Monday, June 27, 2016

Art, Books and Connections

The last few years I have been reading business, entrepreneur, psychology, leadership and education books almost exclusively.  Daniel Pink, Seth Godin, Robert Cialdini, Sir Kenneth Robinson, Malcolm Gladwell are among the many different authors whose books I have explored.

With each book I read, I start by putting a 4 x 6 inch post it note inside the front cover to keep track of interesting words, concepts, people, websites and books as I read.  I also take notes in the books and use colored coded post-its to mark the pages.  For whatever reason, I use orange to mark ordinary notes. I feel they are the ones I want to be able to refer to later, but are not mind blowing.  I use yellow for the mind blowing ideas.  Pink are specific quotes I want to be able to use in the future and blue indicates connections between ideas. 

Before I started to use different colors, I noticed that many authors refer to each other's books or at least to the same books during their discussion of ideas.  In fact, it happened often enough for me to specifically mark those incidents.   

One of the things I have long thought is, with all of the connections between books I have read, is there a theme that winds through all of them that ties them together?  

Today as I was doing my Austin Kleon Steal Like an Artist Journal, I chose one which is an unlabeled web. with the instructions "Start in the Middle."  For lack of a better term at the time, I chose "Art" as my central word. I am using the definition of art I derived from reading Steven Pressfield's book The War of Art. To me Pressfield is saying that art is beauty created through someone pursuing their passion.

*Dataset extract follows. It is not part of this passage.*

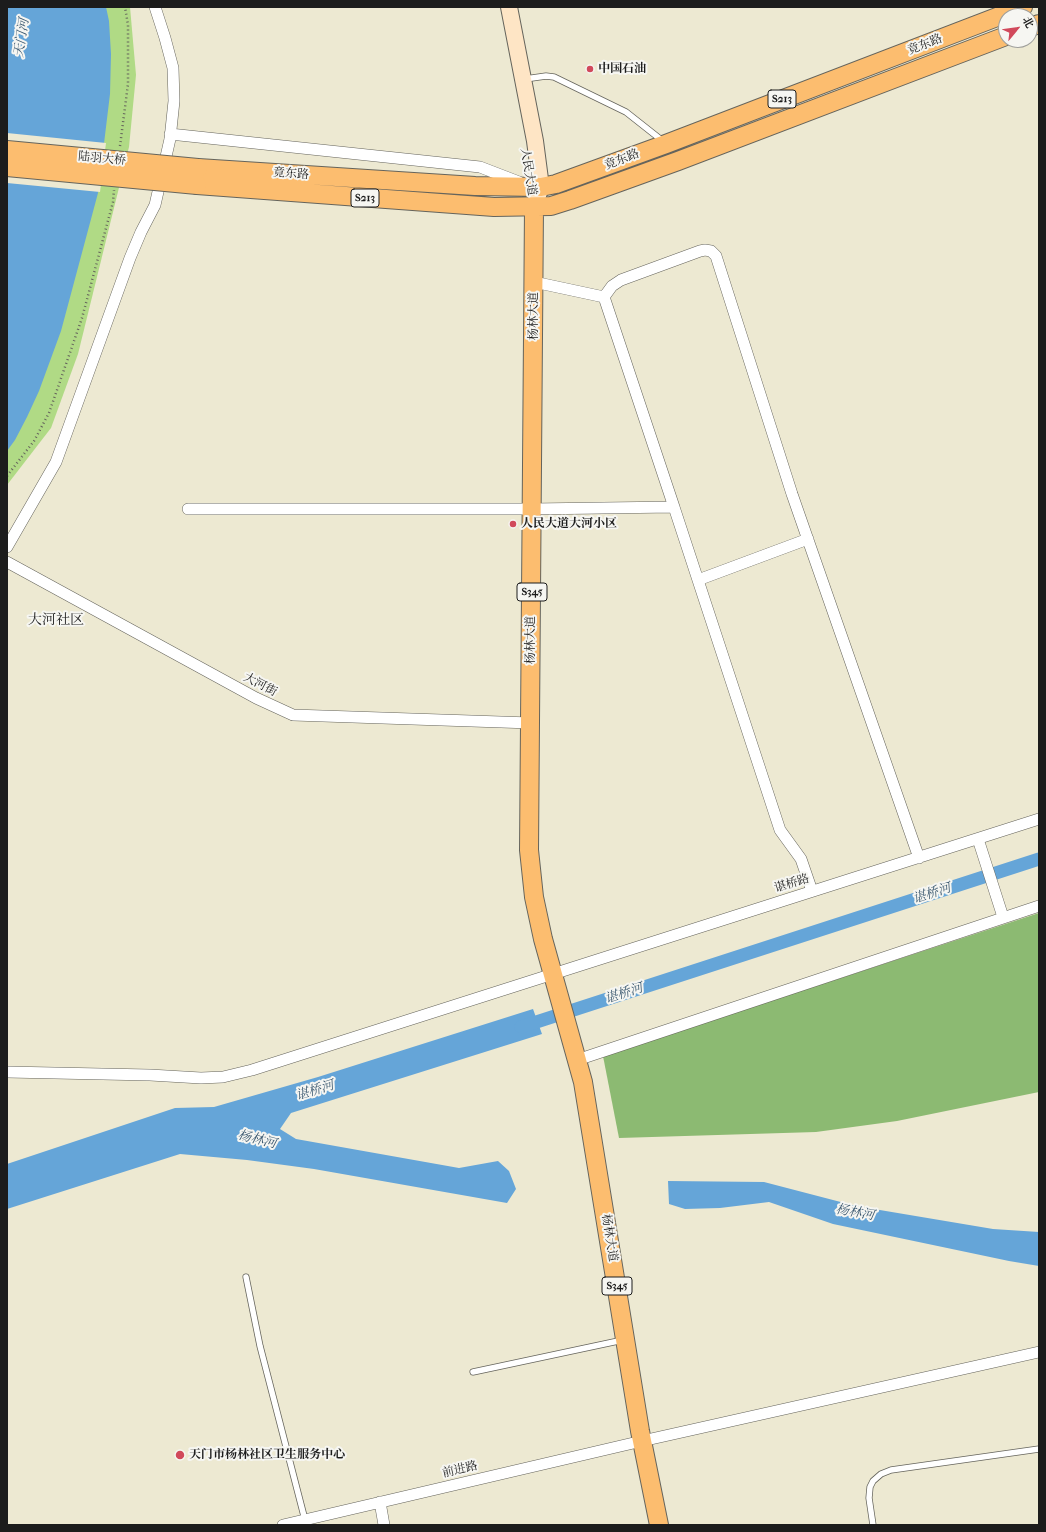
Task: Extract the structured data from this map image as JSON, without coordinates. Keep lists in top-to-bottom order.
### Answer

After I chose my word, I started placing names of authors and books I have read in the last few years in the circles in the web.  Unfortunately, the names I put in the list do not always come from the circle which precedes it. I think my best bet is to take my books and go into an empty room and examine the blue post its to attempt to determine which books inspired the others and how they fit together. Possibly then I will finally be able to create  a singular idea that each book explored to some level.